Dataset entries
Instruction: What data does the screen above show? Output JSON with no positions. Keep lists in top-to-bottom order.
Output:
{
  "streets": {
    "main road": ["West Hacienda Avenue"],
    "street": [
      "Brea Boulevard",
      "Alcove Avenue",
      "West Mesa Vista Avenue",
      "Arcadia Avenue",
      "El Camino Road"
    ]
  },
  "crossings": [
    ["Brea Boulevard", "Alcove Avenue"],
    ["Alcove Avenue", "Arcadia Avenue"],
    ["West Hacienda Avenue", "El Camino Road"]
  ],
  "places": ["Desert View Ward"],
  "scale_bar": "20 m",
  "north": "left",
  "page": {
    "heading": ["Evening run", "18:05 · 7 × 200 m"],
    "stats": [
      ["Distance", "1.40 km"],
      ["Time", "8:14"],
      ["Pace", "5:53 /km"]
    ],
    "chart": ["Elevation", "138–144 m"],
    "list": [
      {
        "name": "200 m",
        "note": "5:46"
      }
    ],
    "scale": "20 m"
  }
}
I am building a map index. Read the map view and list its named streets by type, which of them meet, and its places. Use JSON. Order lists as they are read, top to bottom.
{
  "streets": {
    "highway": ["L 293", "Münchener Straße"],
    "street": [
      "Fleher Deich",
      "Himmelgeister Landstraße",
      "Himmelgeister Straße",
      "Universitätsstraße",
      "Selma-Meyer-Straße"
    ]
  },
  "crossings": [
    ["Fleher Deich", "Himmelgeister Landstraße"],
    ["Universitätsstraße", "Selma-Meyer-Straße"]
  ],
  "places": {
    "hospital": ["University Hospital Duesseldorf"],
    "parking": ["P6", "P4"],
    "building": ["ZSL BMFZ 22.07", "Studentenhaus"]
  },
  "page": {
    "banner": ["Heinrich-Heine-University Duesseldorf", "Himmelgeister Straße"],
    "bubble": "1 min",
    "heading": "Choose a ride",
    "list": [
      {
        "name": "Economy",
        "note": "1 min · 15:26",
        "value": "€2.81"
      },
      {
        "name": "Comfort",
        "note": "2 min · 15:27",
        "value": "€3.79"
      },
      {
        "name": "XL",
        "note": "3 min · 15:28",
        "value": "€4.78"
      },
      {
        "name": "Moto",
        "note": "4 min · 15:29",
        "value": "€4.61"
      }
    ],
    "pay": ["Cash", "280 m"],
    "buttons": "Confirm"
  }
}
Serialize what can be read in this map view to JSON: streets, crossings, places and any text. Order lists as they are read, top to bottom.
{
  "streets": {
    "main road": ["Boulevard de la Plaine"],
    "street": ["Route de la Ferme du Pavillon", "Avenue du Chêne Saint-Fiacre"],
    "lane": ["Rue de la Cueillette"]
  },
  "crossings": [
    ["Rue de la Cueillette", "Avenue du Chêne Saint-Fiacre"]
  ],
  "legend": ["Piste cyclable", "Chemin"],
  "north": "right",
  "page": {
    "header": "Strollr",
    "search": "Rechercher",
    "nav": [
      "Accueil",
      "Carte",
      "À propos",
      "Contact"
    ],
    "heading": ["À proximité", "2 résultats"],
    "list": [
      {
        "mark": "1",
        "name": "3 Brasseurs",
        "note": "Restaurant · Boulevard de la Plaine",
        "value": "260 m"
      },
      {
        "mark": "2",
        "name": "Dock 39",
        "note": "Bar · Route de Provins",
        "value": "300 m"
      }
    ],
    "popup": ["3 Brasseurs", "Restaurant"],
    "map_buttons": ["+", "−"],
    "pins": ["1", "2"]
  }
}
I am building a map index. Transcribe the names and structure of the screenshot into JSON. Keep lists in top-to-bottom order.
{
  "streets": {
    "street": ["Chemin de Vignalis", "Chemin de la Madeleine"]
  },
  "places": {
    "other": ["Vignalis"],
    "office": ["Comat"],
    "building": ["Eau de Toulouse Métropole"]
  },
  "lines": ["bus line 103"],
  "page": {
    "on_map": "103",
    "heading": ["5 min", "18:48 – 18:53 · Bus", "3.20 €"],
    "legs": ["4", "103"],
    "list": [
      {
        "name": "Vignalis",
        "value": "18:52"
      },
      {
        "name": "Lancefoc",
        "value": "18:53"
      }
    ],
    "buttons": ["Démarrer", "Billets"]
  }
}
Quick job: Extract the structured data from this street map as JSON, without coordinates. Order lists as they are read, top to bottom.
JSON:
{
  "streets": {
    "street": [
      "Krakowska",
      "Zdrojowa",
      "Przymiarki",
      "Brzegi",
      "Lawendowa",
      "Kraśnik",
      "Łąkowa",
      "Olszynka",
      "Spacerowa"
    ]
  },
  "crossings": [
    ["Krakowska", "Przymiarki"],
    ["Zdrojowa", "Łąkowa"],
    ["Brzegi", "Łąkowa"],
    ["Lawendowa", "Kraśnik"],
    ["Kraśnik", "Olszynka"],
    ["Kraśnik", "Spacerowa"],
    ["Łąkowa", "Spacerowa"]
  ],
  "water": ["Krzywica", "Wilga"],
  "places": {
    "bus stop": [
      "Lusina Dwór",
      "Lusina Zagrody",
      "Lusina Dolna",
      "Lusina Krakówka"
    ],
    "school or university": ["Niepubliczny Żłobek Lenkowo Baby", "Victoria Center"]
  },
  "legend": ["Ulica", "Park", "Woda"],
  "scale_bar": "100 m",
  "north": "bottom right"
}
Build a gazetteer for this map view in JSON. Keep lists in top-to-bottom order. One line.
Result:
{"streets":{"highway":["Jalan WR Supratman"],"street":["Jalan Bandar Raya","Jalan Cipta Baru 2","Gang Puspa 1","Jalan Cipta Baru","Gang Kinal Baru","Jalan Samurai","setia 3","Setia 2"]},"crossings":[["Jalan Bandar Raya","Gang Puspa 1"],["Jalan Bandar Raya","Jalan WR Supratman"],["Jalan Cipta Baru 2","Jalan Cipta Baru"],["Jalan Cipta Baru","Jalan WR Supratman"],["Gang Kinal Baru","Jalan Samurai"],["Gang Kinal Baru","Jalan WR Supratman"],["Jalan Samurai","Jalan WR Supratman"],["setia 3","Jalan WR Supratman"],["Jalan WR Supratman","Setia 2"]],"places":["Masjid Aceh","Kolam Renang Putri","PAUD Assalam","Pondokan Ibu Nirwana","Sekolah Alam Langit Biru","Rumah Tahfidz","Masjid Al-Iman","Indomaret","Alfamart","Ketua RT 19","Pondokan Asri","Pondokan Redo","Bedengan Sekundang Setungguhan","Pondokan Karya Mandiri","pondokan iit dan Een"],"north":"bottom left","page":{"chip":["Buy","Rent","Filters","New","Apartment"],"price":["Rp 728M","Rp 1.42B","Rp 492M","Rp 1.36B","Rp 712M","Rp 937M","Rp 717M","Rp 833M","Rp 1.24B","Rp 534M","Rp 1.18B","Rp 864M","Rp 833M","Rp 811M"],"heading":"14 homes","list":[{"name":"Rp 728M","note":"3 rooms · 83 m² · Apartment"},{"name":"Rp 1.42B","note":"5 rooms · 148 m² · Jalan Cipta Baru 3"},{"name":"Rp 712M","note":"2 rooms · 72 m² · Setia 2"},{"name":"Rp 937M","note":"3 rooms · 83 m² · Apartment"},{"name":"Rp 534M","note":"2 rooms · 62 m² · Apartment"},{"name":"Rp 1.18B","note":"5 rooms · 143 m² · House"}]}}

◆ Aim of the task
Which lines of the data contain the string "they"? Copy each of them.

◆ Response below
I am building a map index. Read the map view and list its named streets by type, which of them meet, and its places. Use JSON. Order lists as they are read, top to bottom.
Serialize what can be read in this map view to JSON: streets, crossings, places and any text. Order lists as they are read, top to bottom.
Quick job: Extract the structured data from this street map as JSON, without coordinates. Order lists as they are read, top to bottom.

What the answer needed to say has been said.